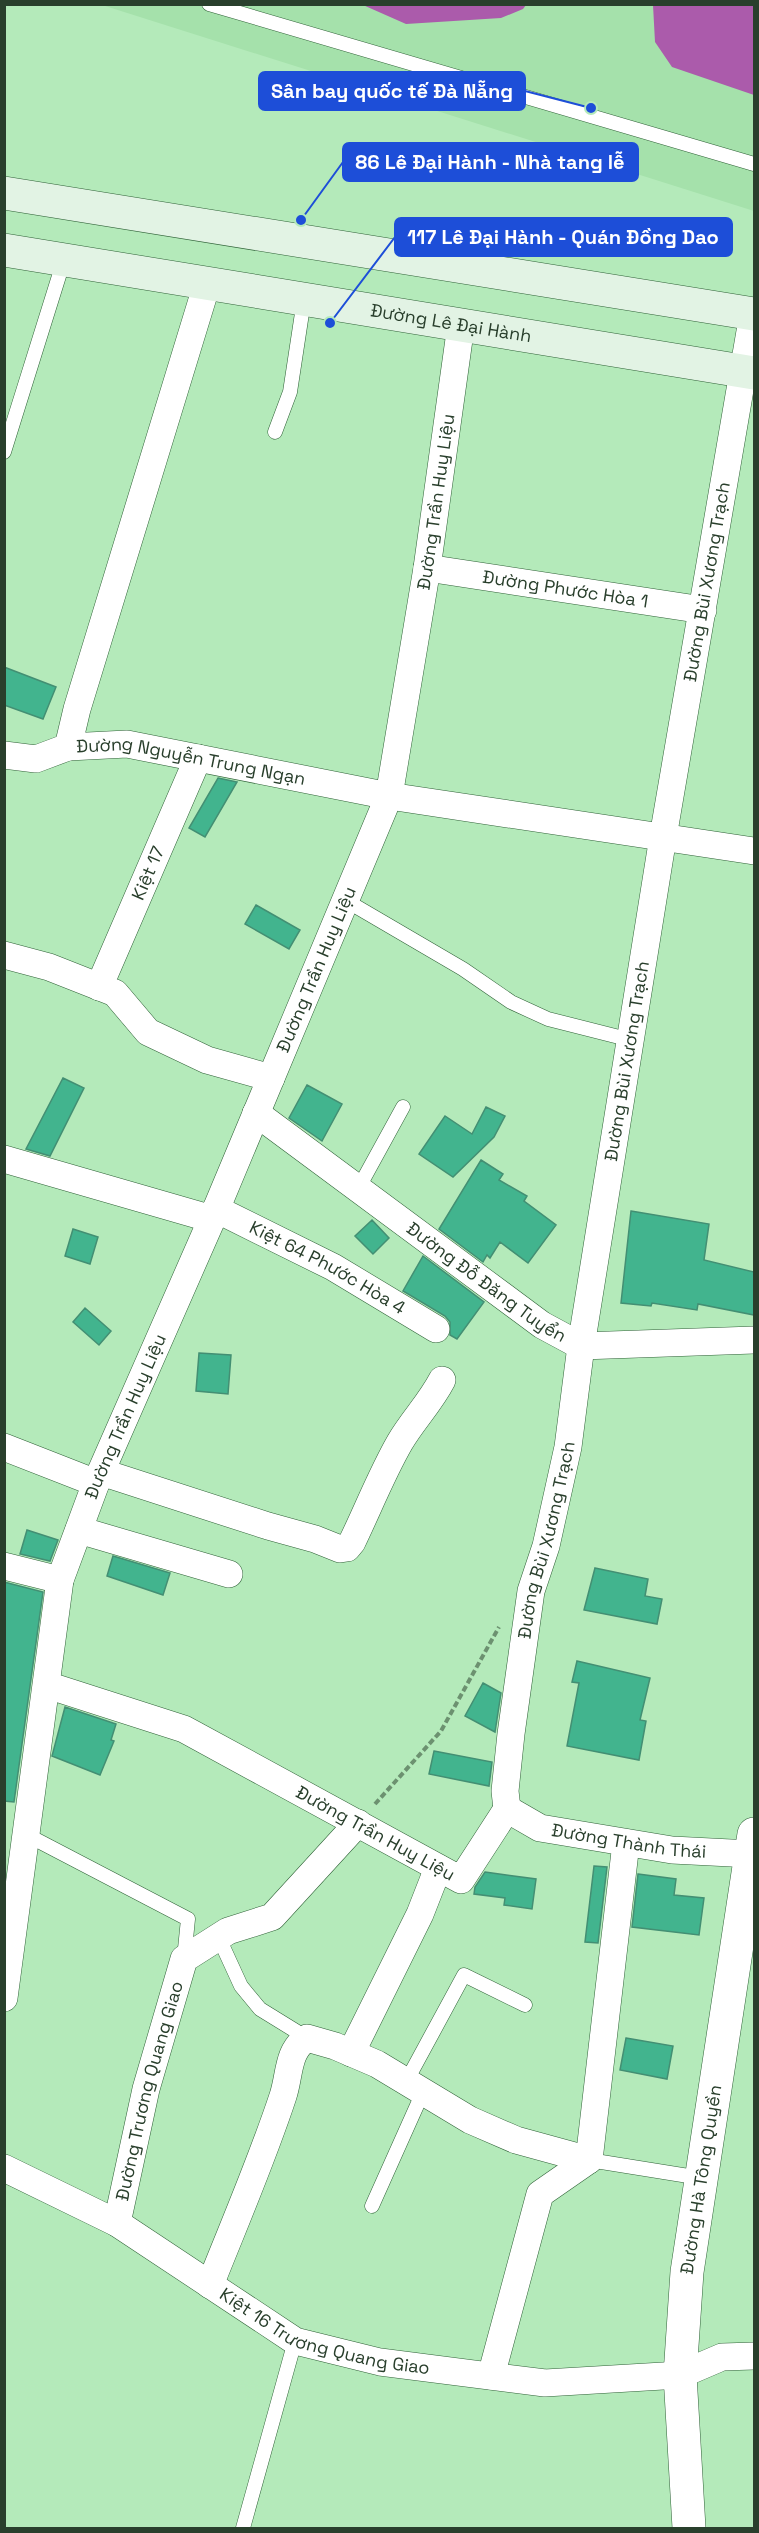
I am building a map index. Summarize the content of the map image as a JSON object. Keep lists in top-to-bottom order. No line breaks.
{"streets":{"main road":["Đường Lê Đại Hành"],"street":["Đường Trần Huy Liệu","Đường Bùi Xương Trạch","Đường Phước Hòa 1","Đường Nguyễn Trung Ngạn","Kiệt 17","Kiệt 64 Phước Hòa 4","Đường Đỗ Đăng Tuyển","Đường Thành Thái","Đường Trương Quang Giao","Đường Hà Tông Quyền","Kiệt 16 Trương Quang Giao"]},"crossings":[["Đường Lê Đại Hành","Đường Trần Huy Liệu"],["Đường Lê Đại Hành","Đường Bùi Xương Trạch"],["Đường Lê Đại Hành","Đường Nguyễn Trung Ngạn"],["Đường Trần Huy Liệu","Đường Bùi Xương Trạch"],["Đường Trần Huy Liệu","Đường Phước Hòa 1"],["Đường Trần Huy Liệu","Đường Nguyễn Trung Ngạn"],["Đường Trần Huy Liệu","Kiệt 64 Phước Hòa 4"],["Đường Trần Huy Liệu","Đường Đỗ Đăng Tuyển"],["Đường Trần Huy Liệu","Đường Thành Thái"],["Đường Bùi Xương Trạch","Đường Phước Hòa 1"],["Đường Bùi Xương Trạch","Đường Nguyễn Trung Ngạn"],["Đường Bùi Xương Trạch","Đường Đỗ Đăng Tuyển"],["Đường Bùi Xương Trạch","Đường Thành Thái"],["Đường Nguyễn Trung Ngạn","Kiệt 17"],["Đường Thành Thái","Đường Hà Tông Quyền"],["Đường Trương Quang Giao","Kiệt 16 Trương Quang Giao"],["Đường Hà Tông Quyền","Kiệt 16 Trương Quang Giao"]],"places":["Sân bay quốc tế Đà Nẵng","86 Lê Đại Hành - Nhà tang lễ","117 Lê Đại Hành - Quán Đồng Dao"]}
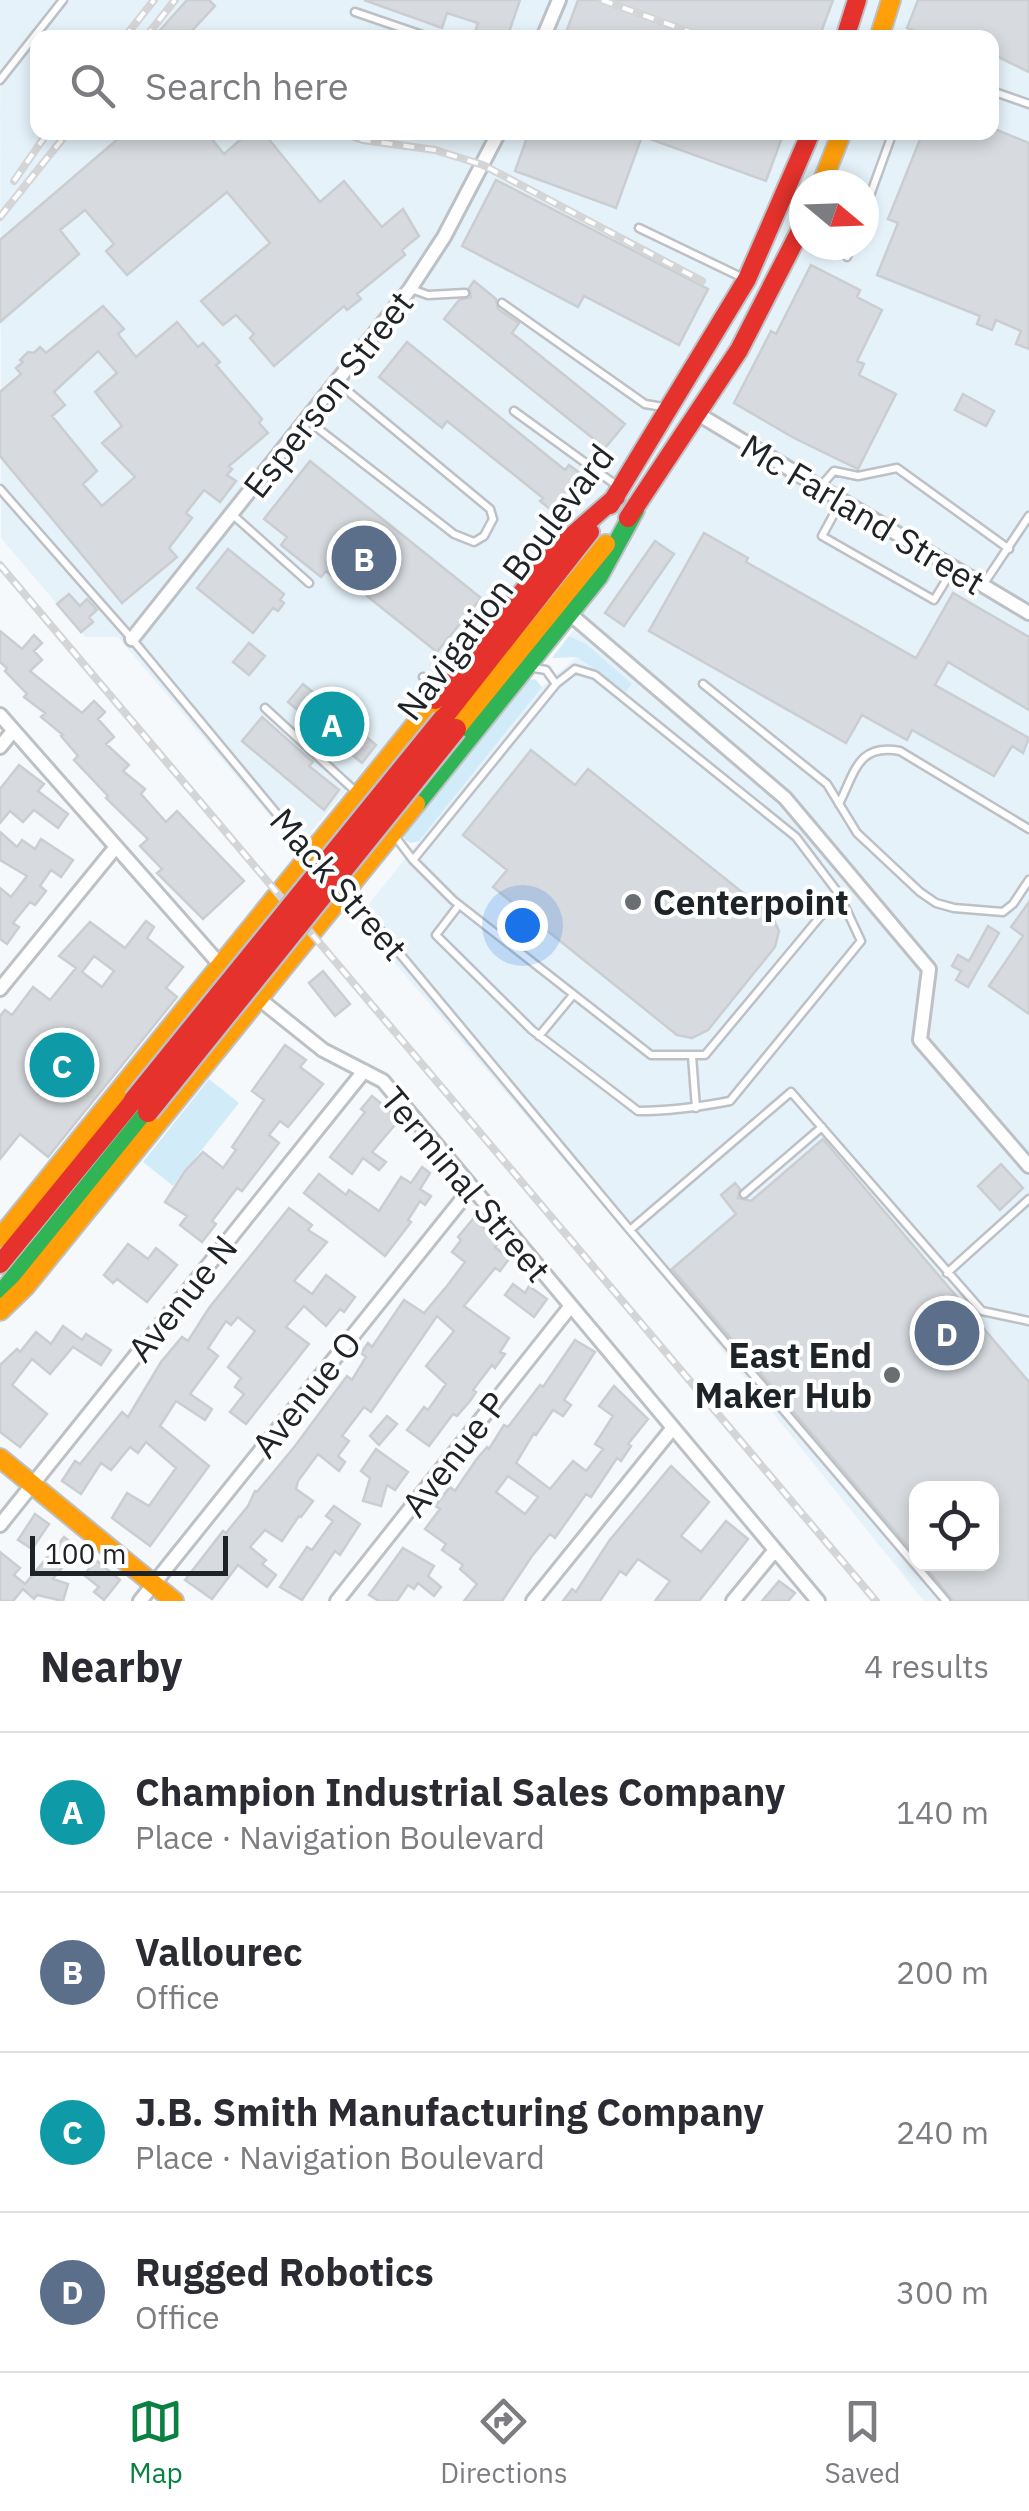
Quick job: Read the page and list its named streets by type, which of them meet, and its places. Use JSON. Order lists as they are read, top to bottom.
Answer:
{
  "streets": {
    "main road": ["Navigation Boulevard"],
    "street": [
      "Esperson Street",
      "Mc Farland Street",
      "Terminal Street",
      "Avenue N",
      "Avenue O",
      "Avenue P"
    ],
    "lane": ["Mack Street"]
  },
  "crossings": [
    ["Esperson Street", "Mack Street"],
    ["Mc Farland Street", "Navigation Boulevard"],
    ["Terminal Street", "Avenue N"],
    ["Terminal Street", "Avenue O"],
    ["Terminal Street", "Avenue P"]
  ],
  "places": ["Centerpoint", "East End Maker Hub"],
  "scale_bar": "100 m",
  "north": "right",
  "page": {
    "search": "Search here",
    "pins": [
      "B",
      "A",
      "C",
      "D"
    ],
    "scale": "100 m",
    "heading": ["Nearby", "4 results"],
    "list": [
      {
        "mark": "A",
        "name": "Champion Industrial Sales Company",
        "note": "Place · Navigation Boulevard",
        "value": "140 m"
      },
      {
        "mark": "B",
        "name": "Vallourec",
        "note": "Office",
        "value": "200 m"
      },
      {
        "mark": "C",
        "name": "J.B. Smith Manufacturing Company",
        "note": "Place · Navigation Boulevard",
        "value": "240 m"
      },
      {
        "mark": "D",
        "name": "Rugged Robotics",
        "note": "Office",
        "value": "300 m"
      }
    ],
    "nav": ["Map", "Directions", "Saved"]
  }
}
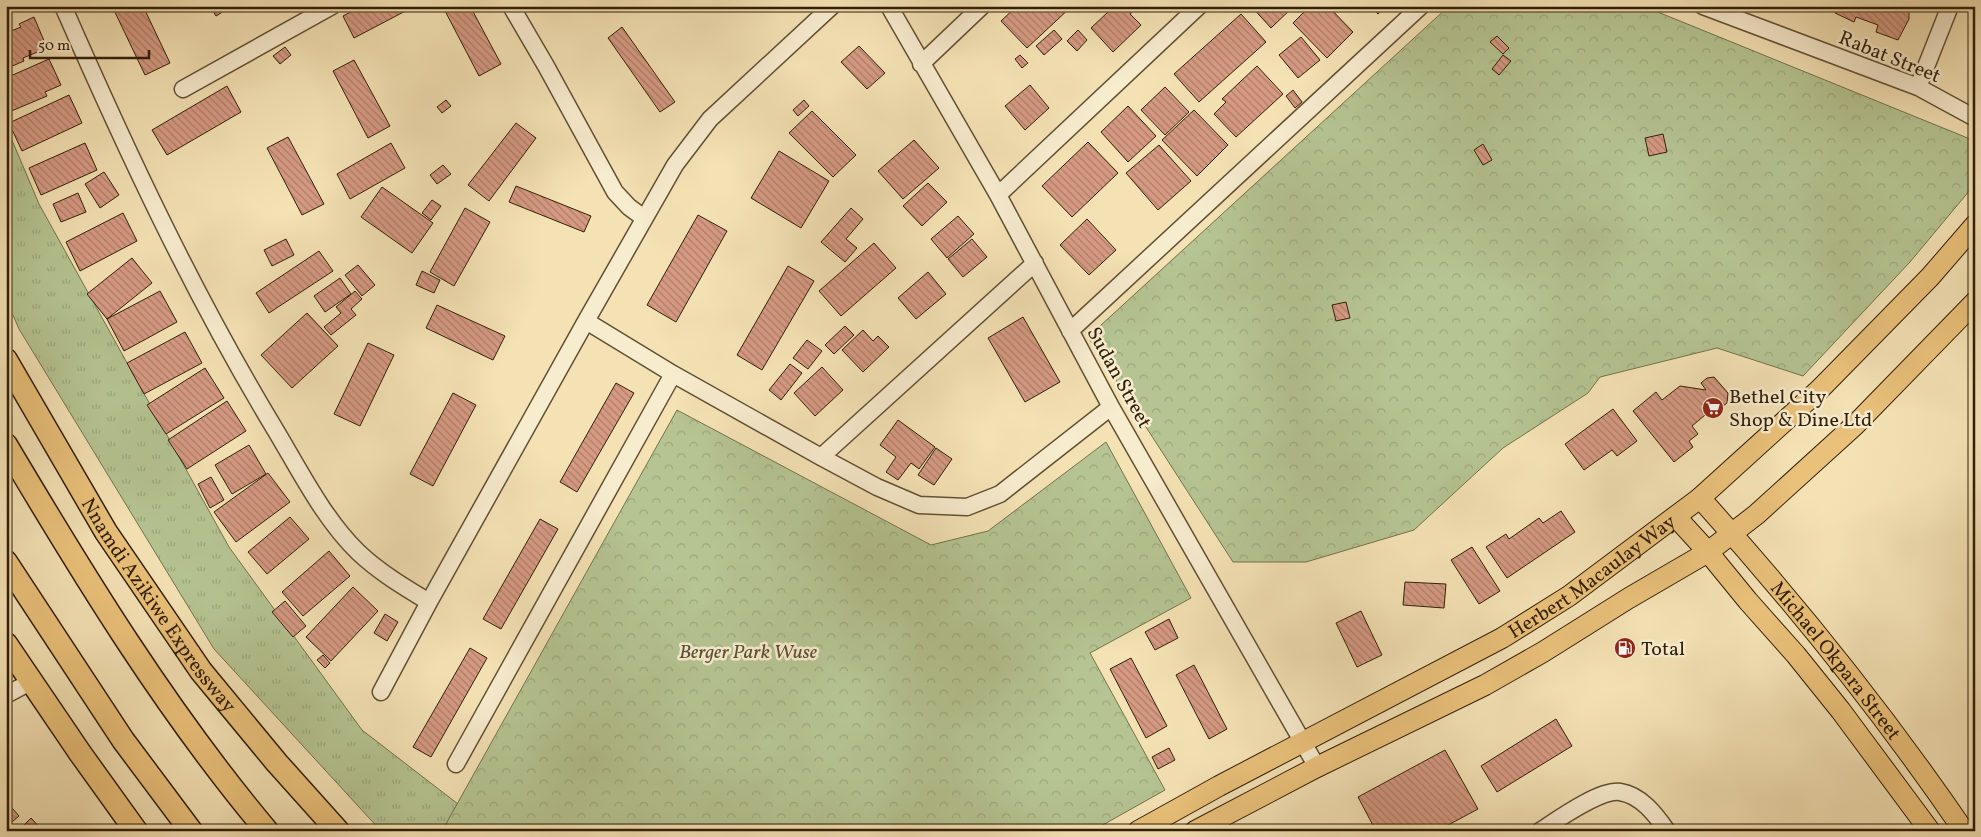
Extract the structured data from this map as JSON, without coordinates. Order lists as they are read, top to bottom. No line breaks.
{"streets":{"highway":["Nnamdi Azikiwe Expressway"],"main road":["Herbert Macaulay Way","Michael Okpara Street"],"street":["Rabat Street","Sudan Street"]},"crossings":[["Sudan Street","Herbert Macaulay Way"],["Herbert Macaulay Way","Michael Okpara Street"]],"parks":["Berger Park Wuse"],"places":{"supermarket":["Bethel City Shop & Dine Ltd"],"fuel station":["Total"]},"scale_bar":"50 m"}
______
= Task statement =
Without the pictures, repeat the listing word for word.

= Completed exercise =
I am building a map index. Summarize the content of the map image as a JSON object. Keep lists in top-to-bottom order. No line breaks.
{"streets":{"main road":["Đường Lê Đại Hành"],"street":["Đường Trần Huy Liệu","Đường Bùi Xương Trạch","Đường Phước Hòa 1","Đường Nguyễn Trung Ngạn","Kiệt 17","Kiệt 64 Phước Hòa 4","Đường Đỗ Đăng Tuyển","Đường Thành Thái","Đường Trương Quang Giao","Đường Hà Tông Quyền","Kiệt 16 Trương Quang Giao"]},"crossings":[["Đường Lê Đại Hành","Đường Trần Huy Liệu"],["Đường Lê Đại Hành","Đường Bùi Xương Trạch"],["Đường Lê Đại Hành","Đường Nguyễn Trung Ngạn"],["Đường Trần Huy Liệu","Đường Bùi Xương Trạch"],["Đường Trần Huy Liệu","Đường Phước Hòa 1"],["Đường Trần Huy Liệu","Đường Nguyễn Trung Ngạn"],["Đường Trần Huy Liệu","Kiệt 64 Phước Hòa 4"],["Đường Trần Huy Liệu","Đường Đỗ Đăng Tuyển"],["Đường Trần Huy Liệu","Đường Thành Thái"],["Đường Bùi Xương Trạch","Đường Phước Hòa 1"],["Đường Bùi Xương Trạch","Đường Nguyễn Trung Ngạn"],["Đường Bùi Xương Trạch","Đường Đỗ Đăng Tuyển"],["Đường Bùi Xương Trạch","Đường Thành Thái"],["Đường Nguyễn Trung Ngạn","Kiệt 17"],["Đường Thành Thái","Đường Hà Tông Quyền"],["Đường Trương Quang Giao","Kiệt 16 Trương Quang Giao"],["Đường Hà Tông Quyền","Kiệt 16 Trương Quang Giao"]],"places":["Sân bay quốc tế Đà Nẵng","86 Lê Đại Hành - Nhà tang lễ","117 Lê Đại Hành - Quán Đồng Dao"]}
Quick job: Read the page and list its named streets by type, which of them meet, and its places. Use JSON. Order lists as they are read, top to bottom.
Answer:
{
  "streets": {
    "main road": ["Navigation Boulevard"],
    "street": [
      "Esperson Street",
      "Mc Farland Street",
      "Terminal Street",
      "Avenue N",
      "Avenue O",
      "Avenue P"
    ],
    "lane": ["Mack Street"]
  },
  "crossings": [
    ["Esperson Street", "Mack Street"],
    ["Mc Farland Street", "Navigation Boulevard"],
    ["Terminal Street", "Avenue N"],
    ["Terminal Street", "Avenue O"],
    ["Terminal Street", "Avenue P"]
  ],
  "places": ["Centerpoint", "East End Maker Hub"],
  "scale_bar": "100 m",
  "north": "right",
  "page": {
    "search": "Search here",
    "pins": [
      "B",
      "A",
      "C",
      "D"
    ],
    "scale": "100 m",
    "heading": ["Nearby", "4 results"],
    "list": [
      {
        "mark": "A",
        "name": "Champion Industrial Sales Company",
        "note": "Place · Navigation Boulevard",
        "value": "140 m"
      },
      {
        "mark": "B",
        "name": "Vallourec",
        "note": "Office",
        "value": "200 m"
      },
      {
        "mark": "C",
        "name": "J.B. Smith Manufacturing Company",
        "note": "Place · Navigation Boulevard",
        "value": "240 m"
      },
      {
        "mark": "D",
        "name": "Rugged Robotics",
        "note": "Office",
        "value": "300 m"
      }
    ],
    "nav": ["Map", "Directions", "Saved"]
  }
}
Extract the structured data from this map as JSON, without coordinates. Order lists as they are read, top to bottom. No line breaks.
{"streets":{"highway":["Nnamdi Azikiwe Expressway"],"main road":["Herbert Macaulay Way","Michael Okpara Street"],"street":["Rabat Street","Sudan Street"]},"crossings":[["Sudan Street","Herbert Macaulay Way"],["Herbert Macaulay Way","Michael Okpara Street"]],"parks":["Berger Park Wuse"],"places":{"supermarket":["Bethel City Shop & Dine Ltd"],"fuel station":["Total"]},"scale_bar":"50 m"}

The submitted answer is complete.